> **Items from a data source**:
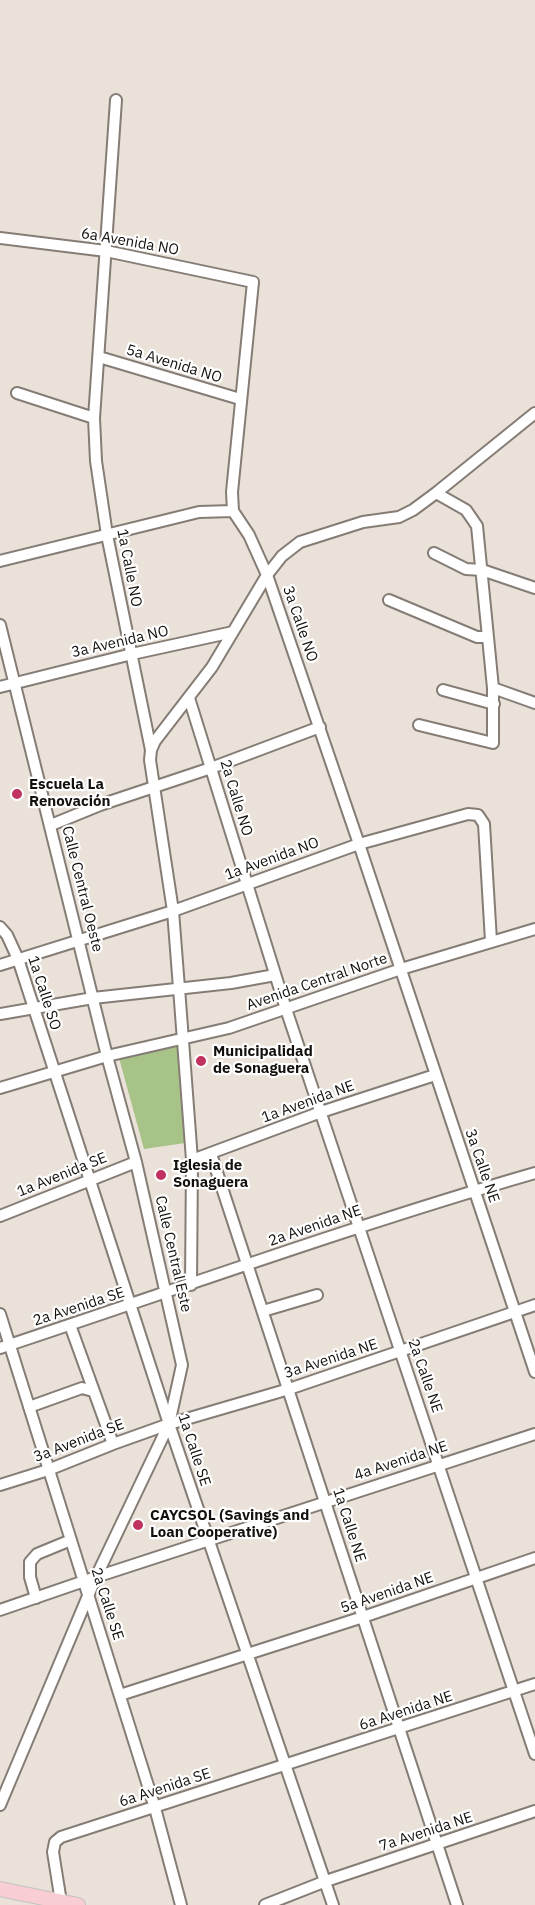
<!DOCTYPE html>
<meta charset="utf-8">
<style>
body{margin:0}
canvas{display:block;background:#eae1d8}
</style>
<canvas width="535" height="1905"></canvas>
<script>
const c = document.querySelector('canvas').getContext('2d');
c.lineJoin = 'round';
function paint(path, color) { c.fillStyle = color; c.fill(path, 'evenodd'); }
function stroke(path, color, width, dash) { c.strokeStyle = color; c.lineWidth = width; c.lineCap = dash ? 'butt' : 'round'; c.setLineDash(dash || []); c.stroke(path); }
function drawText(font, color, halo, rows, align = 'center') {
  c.font = font + ' "IBM Plex Sans",sans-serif'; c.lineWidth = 4.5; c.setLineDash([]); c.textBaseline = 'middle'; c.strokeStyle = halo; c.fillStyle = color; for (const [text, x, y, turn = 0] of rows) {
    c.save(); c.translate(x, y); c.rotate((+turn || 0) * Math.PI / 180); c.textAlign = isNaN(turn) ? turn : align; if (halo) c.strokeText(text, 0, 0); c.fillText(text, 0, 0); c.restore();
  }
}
paint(new Path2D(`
 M 178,1045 L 185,1143 L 144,1149 L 119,1058 Z`), '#a7c388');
const minor = new Path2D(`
 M 116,100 L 94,418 L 96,461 L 107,535 L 151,750 L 150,760 L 173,911 L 179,988 L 192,1160 L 191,1285
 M 0,238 L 106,251 L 253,282 L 232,492 L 233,511 L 249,535 L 267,575 L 359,844 L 535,1372
 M 99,357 L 240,399
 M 17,393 L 94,418
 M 434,553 L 466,569 L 482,570 L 535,588
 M 0,561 L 199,512 L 233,511
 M 389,600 L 477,637 L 488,637
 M 0,625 L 107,1056 L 136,1162 L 182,1365 L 169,1424 L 96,1577 L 0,1805
 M 0,687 L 132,654 L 233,632
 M 493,688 L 535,703
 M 443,690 L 494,704
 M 189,698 L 286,1009 L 535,1754
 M 419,725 L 493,743 L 493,688 L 477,526 L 466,510 L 436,493
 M 151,750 L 155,741 L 212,667 L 267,575 L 282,556 L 300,542 L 363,522 L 399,517 L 413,510 L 436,493 L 535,413
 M 51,825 L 100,805 L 211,768 L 320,727
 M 0,927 L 7,935 L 18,959 L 169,1424 L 333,1905
 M 0,965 L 173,911 L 359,844 L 468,814 L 478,815 L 484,824 L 491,941
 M 0,1014 L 93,998 L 231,983 L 275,975
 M 0,1088 L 107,1056 L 229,1028 L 401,969 L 535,929
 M 211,1154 L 457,1905
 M 192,1160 L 321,1112 L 435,1075
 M 0,1216 L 136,1162
 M 263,1311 L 317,1295
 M 0,1314 L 155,1808 L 181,1905
 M 70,1325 L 113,1444
 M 0,1348 C 178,1289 355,1225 535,1173
 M 29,1407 L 82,1388 L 93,1391
 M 0,1485 L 48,1470 L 113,1444 L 169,1424 L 289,1389 L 535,1305
 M 36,1598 L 30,1577 L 30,1562 L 37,1554 L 71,1540
 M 0,1610 L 96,1577 L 535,1434
 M 120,1695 L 363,1617 L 535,1558
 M 61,1902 L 53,1852 L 55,1842 L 61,1837 L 535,1684
 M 265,1905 L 326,1881 L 535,1811`);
const major = new Path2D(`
 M 0,1889 L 78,1905`);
stroke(minor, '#857d75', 14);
stroke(major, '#c2c1c0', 16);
stroke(minor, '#fff', 10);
stroke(major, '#f8ced4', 14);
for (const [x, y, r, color] of [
 [17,794,6,"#c03260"],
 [201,1061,6,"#c03260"],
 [161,1175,6,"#c03260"],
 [138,1525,6,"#c03260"]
]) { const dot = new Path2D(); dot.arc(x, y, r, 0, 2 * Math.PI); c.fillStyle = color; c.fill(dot); stroke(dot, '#fff', 2); }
drawText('15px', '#13100d', '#fff', [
 ["6a Avenida NO",130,242,10],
 ["5a Avenida NO",174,364,17],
 ["1a Calle NO",129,568,79],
 ["3a Calle NO",300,624,71],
 ["3a Avenida NO",120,642,-13],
 ["2a Calle NO",236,798,73],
 ["1a Avenida NO",272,859,-20],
 ["Calle Central Oeste",82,889,76],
 ["Avenida Central Norte",317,982,-19],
 ["1a Calle SO",44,993,72],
 ["1a Avenida NE",308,1102,-20],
 ["3a Calle NE",482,1166,71],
 ["1a Avenida SE",62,1175,-22],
 ["2a Avenida NE",315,1226,-19],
 ["Calle Central Este",173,1254,77],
 ["2a Avenida SE",79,1307,-18],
 ["3a Avenida NE",331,1359,-18],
 ["2a Calle NE",425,1376,71],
 ["3a Avenida SE",79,1441,-21],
 ["1a Calle SE",194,1450,72],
 ["4a Avenida NE",401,1461,-18],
 ["1a Calle NE",349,1525,72],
 ["5a Avenida NE",387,1593,-19],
 ["2a Calle SE",107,1604,72],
 ["6a Avenida NE",406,1711,-18],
 ["6a Avenida SE",165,1788,-18],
 ["7a Avenida NE",426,1832,-18]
]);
drawText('bold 15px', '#13100d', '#fff', [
 ["Escuela La",29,785],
 ["Renovación",29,802],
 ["Municipalidad",213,1052],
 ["de Sonaguera",213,1069],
 ["Iglesia de",173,1166],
 ["Sonaguera",173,1183],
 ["CAYCSOL (Savings and",150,1516],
 ["Loan Cooperative)",150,1533]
], 'left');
</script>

> **Task instructions**: The lines of the records that contain the string "turn" should be located and copied.

> **The completed task**:
  c.font = font + ' "IBM Plex Sans",sans-serif'; c.lineWidth = 4.5; c.setLineDash([]); c.textBaseline = 'middle'; c.strokeStyle = halo; c.fillStyle = color; for (const [text, x, y, turn = 0] of rows) {
    c.save(); c.translate(x, y); c.rotate((+turn || 0) * Math.PI / 180); c.textAlign = isNaN(turn) ? turn : align; if (halo) c.strokeText(text, 0, 0); c.fillText(text, 0, 0); c.restore();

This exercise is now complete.